Area residents put on a play based on the book each spring, holding the first act of sold-out performances on the courthouse lawn, then taking patrons inside for the climactic courtroom scenes. While visitors are few in shops right now, they’ll return once winter is over.

“It will be busy again during the play,” Schultz said.

Visitors likely won’t see the 88-year-old Lee, who lived in New York for years but now resides in an assisted living center not far from where she grew up. A longtime friend said she is deaf, blind and in poor health, spending much of her time in a wheelchair. She was last seen publicly in November at the funeral of her older sister, Alice Lee, who long represented the author and was known for being protective of her.

Harper publisher Jonathan Burnham acknowledged Tuesday that the publisher has had no direct conversations about the new book with Harper Lee, but communicated through her Monroeville attorney, Tonja Carter, and literary agent Andrew Nurnburg.

The publisher says Carter came upon the manuscript at a “secure location where it had been affixed to an original typescript of ‘To Kill a Mockingbird.’”

Burnham said during a telephone interview that he had known both Carter and Nurnburg for years and was “completely confident” Lee was fully involved in the decision to release the book.

“We’ve had a great deal of communication with Andrew and Tonja,” said Burnham, adding that Nurnburg had met with her recently and found her “feisty and in very fine spirits.”

Some “Mockingbird” fans encountered in Monroeville on Tuesday said they are excited by the news of a new book.

“I bet it’s going to be great. The first one was,” said Judy Turberville, of nearby Frisco City. Turberville said she can’t wait to read “Go Set a Watchman,” which publisher Harper said will be released July 14.

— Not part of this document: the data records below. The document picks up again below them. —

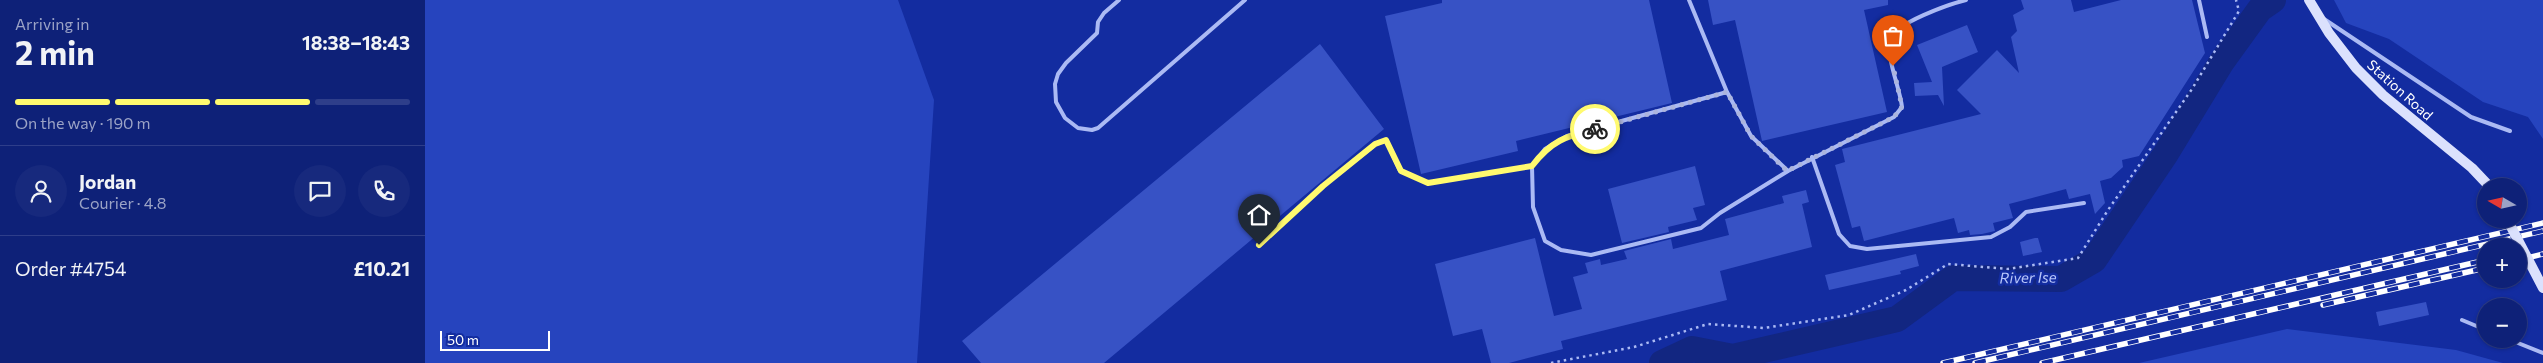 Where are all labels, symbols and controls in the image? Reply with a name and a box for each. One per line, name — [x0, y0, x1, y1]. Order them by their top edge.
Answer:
text: Arriving in — [15, 14, 89, 33]
pin — [1872, 15, 1914, 66]
icon: bag — [1879, 22, 1907, 50]
text: 18:38–18:43 — [302, 31, 410, 54]
text: 2 min — [15, 32, 95, 72]
street label: Station Road — [2364, 56, 2437, 123]
courier — [1570, 104, 1620, 154]
text: On the way · 190 m — [15, 113, 151, 132]
icon: bike — [1581, 115, 1609, 143]
button: person — [15, 165, 67, 217]
button: chat — [294, 165, 346, 217]
button: phone — [358, 165, 410, 217]
text: Jordan — [79, 170, 136, 193]
north arrow — [2477, 178, 2527, 228]
map controls — [2477, 178, 2527, 348]
text: Courier · 4.8 — [79, 193, 166, 212]
pin — [1238, 194, 1280, 245]
icon: home — [1245, 201, 1273, 229]
button: + — [2477, 238, 2527, 288]
text: Order #4754 — [15, 257, 126, 280]
text: £10.21 — [353, 257, 410, 280]
water label: River Ise — [1999, 268, 2057, 286]
button: − — [2477, 298, 2527, 348]
scale bar — [440, 328, 550, 351]
text: 50 m — [447, 331, 479, 348]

Ginger Brookover, who lives in West Virginia, is among the tourists who have been lured to Monroeville by “Mockingbird.” In the middle of her second trip to town when the publisher announced Lee’s new novel, Brookover got goose bumps.

“I’m just absolutely shaking,” she said.

Worldwide sales of “To Kill A Mockingbird” have topped 40 million copies since its release in July 1960. Although occasionally banned over the years because of its language and racial themes, “To Kill a Mockingbird” has become a standard for reading clubs and middle and high schools.